» **Aim of the exercise**
Select and reproduce each line of the listing below that bears the string "river".

» **Exercise inputs**
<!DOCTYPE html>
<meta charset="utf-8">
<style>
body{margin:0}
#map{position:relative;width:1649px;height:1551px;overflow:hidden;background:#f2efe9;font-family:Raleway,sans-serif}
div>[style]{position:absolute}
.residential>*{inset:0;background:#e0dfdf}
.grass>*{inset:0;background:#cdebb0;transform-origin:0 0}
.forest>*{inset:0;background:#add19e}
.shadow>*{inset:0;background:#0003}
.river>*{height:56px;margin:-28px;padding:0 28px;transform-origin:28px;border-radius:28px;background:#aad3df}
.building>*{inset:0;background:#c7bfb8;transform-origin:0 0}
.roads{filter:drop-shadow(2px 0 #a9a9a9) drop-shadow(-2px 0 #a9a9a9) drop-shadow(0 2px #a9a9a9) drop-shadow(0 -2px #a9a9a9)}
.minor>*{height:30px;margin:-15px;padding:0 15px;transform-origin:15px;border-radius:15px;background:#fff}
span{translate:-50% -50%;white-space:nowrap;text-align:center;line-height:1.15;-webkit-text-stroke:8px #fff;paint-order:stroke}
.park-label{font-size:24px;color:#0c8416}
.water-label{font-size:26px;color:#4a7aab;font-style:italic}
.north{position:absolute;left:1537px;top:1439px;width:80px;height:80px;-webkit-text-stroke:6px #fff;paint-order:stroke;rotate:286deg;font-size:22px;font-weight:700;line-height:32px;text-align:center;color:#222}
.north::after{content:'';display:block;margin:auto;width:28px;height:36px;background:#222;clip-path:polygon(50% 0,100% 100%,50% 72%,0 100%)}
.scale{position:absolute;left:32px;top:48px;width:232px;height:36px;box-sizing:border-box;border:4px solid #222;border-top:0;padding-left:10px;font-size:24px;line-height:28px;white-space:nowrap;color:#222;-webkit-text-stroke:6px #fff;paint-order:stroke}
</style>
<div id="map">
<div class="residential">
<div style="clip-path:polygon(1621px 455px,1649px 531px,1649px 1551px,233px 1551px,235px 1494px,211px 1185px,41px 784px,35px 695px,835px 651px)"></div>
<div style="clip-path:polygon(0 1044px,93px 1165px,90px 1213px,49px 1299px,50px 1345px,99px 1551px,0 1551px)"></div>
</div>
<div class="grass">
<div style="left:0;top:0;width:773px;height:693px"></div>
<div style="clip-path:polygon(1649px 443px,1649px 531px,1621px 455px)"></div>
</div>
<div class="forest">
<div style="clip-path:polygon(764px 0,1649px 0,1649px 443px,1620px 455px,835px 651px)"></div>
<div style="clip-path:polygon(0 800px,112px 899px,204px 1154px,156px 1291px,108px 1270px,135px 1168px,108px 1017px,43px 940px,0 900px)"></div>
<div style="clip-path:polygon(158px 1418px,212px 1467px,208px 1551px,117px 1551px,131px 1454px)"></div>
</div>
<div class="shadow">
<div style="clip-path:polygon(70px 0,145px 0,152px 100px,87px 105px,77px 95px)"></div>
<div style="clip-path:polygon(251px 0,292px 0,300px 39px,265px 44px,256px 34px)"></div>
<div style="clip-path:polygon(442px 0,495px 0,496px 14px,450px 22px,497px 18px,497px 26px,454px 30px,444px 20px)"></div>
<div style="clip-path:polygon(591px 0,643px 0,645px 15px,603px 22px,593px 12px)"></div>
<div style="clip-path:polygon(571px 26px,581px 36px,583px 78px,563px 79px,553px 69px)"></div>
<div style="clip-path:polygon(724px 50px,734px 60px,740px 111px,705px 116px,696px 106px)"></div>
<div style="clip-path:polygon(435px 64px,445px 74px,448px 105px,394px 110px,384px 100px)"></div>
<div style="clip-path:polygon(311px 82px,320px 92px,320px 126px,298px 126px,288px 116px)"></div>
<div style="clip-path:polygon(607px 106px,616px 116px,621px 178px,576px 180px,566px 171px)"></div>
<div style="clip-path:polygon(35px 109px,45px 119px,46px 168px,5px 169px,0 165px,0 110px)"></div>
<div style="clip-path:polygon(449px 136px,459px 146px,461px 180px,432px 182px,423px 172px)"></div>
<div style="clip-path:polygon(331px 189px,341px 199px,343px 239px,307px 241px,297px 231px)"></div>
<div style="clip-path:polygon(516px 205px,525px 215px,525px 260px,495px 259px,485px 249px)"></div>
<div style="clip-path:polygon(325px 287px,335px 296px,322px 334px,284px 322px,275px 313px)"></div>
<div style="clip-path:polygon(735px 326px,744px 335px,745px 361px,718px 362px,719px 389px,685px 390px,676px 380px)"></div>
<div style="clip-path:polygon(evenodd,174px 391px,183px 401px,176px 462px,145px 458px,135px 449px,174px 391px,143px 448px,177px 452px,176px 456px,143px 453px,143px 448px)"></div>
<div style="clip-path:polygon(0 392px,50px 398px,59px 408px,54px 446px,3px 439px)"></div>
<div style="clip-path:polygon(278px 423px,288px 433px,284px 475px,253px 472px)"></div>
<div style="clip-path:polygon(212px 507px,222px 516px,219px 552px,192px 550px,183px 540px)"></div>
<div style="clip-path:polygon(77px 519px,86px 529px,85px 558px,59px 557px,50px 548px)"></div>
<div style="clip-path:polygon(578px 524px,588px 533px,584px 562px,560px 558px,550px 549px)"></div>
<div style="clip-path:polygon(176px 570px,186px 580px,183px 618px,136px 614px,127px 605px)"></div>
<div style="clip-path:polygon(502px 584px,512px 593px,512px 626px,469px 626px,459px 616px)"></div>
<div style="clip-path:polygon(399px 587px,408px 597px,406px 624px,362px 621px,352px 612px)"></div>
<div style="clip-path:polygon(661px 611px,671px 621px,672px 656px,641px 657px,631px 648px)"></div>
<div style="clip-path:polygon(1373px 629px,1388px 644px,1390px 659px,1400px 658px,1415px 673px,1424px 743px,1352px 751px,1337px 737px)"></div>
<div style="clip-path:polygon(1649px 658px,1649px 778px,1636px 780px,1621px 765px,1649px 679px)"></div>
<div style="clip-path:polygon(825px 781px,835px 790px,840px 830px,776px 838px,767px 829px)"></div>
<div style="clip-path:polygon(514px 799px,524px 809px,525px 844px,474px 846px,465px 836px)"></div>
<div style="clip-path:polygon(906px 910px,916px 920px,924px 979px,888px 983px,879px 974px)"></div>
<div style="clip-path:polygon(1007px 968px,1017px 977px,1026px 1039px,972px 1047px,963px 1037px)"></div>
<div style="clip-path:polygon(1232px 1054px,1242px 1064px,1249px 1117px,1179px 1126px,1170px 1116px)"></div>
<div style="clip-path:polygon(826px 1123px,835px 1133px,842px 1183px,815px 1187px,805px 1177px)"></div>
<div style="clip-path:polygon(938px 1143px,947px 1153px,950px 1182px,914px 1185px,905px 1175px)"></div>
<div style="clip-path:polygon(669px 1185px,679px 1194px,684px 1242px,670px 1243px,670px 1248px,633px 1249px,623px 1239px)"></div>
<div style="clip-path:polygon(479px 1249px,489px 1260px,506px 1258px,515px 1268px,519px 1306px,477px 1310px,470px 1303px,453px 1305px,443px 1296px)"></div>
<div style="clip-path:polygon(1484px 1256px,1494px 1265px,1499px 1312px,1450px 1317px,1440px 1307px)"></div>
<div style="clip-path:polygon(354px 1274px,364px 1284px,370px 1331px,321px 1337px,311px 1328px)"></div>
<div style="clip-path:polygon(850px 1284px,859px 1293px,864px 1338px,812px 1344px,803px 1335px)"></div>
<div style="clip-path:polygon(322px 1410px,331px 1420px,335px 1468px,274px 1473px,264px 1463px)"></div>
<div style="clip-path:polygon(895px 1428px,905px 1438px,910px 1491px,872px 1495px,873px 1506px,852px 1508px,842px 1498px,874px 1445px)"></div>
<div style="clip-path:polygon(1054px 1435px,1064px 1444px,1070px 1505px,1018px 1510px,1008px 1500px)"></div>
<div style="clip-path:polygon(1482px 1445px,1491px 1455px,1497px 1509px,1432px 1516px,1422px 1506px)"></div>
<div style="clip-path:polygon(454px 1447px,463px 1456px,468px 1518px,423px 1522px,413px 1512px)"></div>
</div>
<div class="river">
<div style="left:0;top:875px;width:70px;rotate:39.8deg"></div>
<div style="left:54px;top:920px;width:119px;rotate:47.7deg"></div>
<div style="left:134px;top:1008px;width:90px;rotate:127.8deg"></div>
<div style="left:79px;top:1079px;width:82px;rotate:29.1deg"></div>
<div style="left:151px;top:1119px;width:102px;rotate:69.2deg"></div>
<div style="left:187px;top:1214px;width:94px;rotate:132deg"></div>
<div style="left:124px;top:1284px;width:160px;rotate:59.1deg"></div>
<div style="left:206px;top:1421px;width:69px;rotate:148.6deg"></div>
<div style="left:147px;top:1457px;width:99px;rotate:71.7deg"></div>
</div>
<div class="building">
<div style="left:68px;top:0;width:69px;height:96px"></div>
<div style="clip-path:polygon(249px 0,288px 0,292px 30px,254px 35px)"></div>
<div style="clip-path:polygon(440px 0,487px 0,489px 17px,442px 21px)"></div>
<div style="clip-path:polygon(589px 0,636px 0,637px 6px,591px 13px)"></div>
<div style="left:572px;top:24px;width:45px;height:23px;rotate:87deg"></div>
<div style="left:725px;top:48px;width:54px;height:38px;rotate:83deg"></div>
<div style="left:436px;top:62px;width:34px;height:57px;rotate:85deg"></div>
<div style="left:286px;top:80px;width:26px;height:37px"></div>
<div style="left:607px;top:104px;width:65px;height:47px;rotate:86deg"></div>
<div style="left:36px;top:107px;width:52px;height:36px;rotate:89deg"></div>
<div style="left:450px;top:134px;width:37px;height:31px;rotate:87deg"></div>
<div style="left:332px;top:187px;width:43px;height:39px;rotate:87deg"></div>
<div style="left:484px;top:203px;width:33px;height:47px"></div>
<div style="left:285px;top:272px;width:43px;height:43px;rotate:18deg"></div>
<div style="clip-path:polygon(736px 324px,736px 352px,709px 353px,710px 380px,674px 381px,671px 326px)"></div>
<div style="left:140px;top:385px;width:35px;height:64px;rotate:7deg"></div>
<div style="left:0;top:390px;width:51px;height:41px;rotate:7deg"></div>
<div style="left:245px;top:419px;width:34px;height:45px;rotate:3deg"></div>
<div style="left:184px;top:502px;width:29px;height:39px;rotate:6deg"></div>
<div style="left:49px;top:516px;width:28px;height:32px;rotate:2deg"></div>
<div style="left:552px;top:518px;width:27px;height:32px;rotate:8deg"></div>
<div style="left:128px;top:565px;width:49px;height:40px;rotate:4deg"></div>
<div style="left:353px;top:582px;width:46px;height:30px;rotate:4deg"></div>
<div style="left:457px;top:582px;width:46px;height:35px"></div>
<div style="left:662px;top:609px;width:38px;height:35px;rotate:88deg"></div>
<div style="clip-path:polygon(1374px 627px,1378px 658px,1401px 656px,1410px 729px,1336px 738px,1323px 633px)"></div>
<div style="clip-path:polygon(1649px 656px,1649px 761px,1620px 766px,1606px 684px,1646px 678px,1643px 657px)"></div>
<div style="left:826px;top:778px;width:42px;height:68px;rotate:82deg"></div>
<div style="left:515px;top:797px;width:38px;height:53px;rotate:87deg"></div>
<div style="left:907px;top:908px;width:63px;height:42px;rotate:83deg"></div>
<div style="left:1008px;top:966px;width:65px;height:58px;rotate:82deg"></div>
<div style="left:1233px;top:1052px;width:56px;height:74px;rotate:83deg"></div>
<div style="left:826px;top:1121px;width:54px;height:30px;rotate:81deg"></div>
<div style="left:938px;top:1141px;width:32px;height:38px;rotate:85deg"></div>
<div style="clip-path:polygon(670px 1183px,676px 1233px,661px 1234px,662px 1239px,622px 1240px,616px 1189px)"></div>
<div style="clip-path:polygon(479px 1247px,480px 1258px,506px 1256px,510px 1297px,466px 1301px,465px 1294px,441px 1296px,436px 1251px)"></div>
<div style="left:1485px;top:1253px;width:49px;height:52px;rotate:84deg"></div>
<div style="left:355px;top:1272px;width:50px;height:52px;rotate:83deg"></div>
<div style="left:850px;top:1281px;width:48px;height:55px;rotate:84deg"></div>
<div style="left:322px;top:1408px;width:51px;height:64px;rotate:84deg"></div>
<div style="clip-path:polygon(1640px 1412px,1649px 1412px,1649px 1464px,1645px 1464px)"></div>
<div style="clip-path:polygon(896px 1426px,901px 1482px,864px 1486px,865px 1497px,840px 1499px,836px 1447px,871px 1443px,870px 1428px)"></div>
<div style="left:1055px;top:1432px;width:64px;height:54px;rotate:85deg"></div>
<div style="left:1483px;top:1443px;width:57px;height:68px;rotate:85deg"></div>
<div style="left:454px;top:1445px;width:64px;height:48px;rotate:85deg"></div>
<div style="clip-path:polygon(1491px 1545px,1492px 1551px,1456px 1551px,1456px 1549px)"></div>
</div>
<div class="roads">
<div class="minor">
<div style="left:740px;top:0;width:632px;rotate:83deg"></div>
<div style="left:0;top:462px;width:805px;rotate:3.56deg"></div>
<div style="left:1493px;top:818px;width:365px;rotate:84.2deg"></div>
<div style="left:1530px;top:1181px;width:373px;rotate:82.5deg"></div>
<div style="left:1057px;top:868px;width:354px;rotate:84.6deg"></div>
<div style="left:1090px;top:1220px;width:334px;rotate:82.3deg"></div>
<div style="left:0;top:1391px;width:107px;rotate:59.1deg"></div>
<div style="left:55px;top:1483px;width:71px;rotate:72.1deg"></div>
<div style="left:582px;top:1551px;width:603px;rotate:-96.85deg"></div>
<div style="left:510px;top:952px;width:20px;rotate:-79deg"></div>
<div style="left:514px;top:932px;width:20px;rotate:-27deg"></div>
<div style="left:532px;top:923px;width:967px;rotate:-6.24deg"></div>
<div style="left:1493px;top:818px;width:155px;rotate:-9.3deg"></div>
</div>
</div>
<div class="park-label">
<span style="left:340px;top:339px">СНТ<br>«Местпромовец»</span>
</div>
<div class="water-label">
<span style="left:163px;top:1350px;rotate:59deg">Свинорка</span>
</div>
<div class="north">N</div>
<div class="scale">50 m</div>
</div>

» **Expected answer**
.river>*{height:56px;margin:-28px;padding:0 28px;transform-origin:28px;border-radius:28px;background:#aad3df}
<div class="river">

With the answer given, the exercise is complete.